◆ **To do**
From the line that contains "Bounding boxes for all labels" to the final line of the entries below, write out every line exactly as it appears, and nothing else.
Information provided section start
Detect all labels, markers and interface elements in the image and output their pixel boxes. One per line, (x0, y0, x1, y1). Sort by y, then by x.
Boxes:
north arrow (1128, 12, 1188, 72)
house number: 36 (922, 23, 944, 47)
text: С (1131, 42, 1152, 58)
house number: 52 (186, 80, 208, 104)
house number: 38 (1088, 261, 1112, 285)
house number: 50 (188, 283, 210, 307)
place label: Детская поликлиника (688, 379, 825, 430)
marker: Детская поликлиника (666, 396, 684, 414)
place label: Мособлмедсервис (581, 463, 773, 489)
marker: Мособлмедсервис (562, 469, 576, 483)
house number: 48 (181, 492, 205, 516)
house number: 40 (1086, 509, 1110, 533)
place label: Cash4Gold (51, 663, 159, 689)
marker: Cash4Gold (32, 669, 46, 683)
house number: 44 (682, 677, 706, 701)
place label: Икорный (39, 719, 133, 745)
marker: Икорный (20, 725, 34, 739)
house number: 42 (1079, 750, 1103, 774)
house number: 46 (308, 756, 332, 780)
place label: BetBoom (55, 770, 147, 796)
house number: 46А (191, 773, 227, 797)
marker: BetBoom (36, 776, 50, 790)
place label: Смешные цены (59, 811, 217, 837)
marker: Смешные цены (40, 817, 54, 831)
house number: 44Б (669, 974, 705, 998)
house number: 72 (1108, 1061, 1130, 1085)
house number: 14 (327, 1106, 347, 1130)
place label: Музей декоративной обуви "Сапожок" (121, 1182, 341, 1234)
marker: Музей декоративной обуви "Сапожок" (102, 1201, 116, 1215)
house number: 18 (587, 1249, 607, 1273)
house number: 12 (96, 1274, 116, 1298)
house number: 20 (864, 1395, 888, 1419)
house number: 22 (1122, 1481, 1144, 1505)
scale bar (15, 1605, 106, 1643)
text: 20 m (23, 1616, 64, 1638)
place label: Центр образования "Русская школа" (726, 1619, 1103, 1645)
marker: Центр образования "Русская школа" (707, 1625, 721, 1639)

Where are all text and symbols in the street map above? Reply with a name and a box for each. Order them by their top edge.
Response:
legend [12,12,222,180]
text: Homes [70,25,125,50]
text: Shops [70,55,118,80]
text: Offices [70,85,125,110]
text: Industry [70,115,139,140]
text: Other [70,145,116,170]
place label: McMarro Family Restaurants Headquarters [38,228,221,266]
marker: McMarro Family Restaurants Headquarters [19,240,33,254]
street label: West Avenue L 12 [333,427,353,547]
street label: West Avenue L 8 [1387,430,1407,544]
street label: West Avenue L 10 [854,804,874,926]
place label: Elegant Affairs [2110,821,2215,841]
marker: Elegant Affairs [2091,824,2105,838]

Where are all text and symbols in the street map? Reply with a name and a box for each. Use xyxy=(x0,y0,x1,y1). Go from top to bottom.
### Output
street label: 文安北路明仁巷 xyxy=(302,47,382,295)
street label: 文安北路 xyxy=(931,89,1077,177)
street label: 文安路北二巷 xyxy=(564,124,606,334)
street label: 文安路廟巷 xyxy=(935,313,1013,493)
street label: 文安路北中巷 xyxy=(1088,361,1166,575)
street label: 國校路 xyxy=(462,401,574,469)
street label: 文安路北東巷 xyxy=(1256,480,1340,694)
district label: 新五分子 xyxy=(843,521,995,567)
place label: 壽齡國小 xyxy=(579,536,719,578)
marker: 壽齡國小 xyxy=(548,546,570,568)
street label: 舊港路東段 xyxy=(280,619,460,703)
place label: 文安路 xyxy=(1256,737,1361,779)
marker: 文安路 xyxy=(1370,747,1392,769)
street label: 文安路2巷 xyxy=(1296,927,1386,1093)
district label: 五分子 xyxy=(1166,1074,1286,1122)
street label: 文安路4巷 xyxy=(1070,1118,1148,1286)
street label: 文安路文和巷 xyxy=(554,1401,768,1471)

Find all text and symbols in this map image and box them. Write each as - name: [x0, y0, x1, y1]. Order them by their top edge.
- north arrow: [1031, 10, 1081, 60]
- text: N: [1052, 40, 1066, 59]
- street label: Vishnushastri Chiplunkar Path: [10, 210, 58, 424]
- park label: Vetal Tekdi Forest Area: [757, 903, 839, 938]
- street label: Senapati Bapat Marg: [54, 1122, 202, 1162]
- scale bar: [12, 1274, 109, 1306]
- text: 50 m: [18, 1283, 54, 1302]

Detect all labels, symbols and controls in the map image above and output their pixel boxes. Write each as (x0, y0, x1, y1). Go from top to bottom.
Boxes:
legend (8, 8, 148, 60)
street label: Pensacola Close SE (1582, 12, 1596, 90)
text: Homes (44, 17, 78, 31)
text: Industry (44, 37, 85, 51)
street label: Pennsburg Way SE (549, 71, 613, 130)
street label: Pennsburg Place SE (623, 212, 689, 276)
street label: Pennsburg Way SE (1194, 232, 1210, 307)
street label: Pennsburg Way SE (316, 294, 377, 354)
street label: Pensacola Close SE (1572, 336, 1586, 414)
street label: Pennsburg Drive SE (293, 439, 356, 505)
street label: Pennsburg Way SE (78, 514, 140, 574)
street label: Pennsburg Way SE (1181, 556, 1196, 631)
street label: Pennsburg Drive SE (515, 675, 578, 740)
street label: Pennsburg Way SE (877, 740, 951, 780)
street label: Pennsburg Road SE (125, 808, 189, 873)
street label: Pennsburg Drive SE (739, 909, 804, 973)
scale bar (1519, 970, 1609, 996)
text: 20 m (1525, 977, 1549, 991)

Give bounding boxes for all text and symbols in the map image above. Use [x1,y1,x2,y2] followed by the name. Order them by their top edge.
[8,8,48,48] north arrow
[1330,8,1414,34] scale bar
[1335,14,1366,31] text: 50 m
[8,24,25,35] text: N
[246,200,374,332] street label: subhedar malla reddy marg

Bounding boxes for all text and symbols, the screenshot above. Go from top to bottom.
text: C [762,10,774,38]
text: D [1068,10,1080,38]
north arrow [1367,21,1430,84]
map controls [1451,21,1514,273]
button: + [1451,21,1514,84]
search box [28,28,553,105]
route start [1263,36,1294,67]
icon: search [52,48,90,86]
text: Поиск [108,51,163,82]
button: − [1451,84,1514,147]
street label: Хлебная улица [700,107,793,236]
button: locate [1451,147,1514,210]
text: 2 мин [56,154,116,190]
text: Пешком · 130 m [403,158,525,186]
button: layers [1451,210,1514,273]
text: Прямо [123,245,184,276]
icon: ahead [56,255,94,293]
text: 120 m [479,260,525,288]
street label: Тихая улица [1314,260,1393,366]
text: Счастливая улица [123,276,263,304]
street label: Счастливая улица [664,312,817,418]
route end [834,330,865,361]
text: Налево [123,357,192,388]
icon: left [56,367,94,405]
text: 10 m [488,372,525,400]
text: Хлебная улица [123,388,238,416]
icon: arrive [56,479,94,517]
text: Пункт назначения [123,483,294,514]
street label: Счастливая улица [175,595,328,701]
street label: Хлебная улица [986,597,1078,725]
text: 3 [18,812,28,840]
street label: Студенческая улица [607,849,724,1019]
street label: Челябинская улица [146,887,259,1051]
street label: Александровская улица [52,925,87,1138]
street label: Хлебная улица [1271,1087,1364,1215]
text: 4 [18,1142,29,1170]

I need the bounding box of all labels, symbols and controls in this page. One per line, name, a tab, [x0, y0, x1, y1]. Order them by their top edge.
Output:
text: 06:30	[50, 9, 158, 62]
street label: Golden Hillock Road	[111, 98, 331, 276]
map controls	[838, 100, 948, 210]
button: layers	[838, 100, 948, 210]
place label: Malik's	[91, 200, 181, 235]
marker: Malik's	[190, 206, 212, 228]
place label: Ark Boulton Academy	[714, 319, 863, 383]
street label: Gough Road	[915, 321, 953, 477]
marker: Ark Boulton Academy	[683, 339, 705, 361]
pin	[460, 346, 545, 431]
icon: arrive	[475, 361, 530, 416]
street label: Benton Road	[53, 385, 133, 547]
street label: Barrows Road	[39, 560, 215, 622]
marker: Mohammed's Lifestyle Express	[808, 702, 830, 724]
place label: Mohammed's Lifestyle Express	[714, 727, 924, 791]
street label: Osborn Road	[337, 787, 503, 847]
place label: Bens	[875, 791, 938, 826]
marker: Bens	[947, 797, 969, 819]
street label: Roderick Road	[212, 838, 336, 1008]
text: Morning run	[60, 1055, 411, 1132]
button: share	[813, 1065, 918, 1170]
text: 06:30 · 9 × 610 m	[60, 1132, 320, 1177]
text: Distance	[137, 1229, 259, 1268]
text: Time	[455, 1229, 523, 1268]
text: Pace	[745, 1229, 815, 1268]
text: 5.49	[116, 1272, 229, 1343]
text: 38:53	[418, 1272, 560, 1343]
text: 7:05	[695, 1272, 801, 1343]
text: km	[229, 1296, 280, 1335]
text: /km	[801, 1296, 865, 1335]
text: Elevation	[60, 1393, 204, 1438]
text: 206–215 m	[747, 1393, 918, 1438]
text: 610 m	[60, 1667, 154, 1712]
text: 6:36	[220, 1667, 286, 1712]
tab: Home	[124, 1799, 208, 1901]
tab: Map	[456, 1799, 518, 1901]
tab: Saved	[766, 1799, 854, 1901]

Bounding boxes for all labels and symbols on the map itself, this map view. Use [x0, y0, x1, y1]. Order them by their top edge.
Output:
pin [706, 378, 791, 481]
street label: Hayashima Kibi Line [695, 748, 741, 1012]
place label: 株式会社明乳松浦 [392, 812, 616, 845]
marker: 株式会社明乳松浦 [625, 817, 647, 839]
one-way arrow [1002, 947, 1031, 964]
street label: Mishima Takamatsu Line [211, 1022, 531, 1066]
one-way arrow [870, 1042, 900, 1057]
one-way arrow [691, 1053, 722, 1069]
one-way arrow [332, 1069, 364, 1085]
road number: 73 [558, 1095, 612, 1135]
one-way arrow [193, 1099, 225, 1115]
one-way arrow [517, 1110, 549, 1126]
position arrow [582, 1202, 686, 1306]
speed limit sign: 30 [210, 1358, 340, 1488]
Information provided section end
◆ **Answer section**
Bounding boxes for all labels and symbols on the map itself, this map view. Use [x0, y0, x1, y1]. Order them by their top edge.
Output:
pin [706, 378, 791, 481]
street label: Hayashima Kibi Line [695, 748, 741, 1012]
place label: 株式会社明乳松浦 [392, 812, 616, 845]
marker: 株式会社明乳松浦 [625, 817, 647, 839]
one-way arrow [1002, 947, 1031, 964]
street label: Mishima Takamatsu Line [211, 1022, 531, 1066]
one-way arrow [870, 1042, 900, 1057]
one-way arrow [691, 1053, 722, 1069]
one-way arrow [332, 1069, 364, 1085]
road number: 73 [558, 1095, 612, 1135]
one-way arrow [193, 1099, 225, 1115]
one-way arrow [517, 1110, 549, 1126]
position arrow [582, 1202, 686, 1306]
speed limit sign: 30 [210, 1358, 340, 1488]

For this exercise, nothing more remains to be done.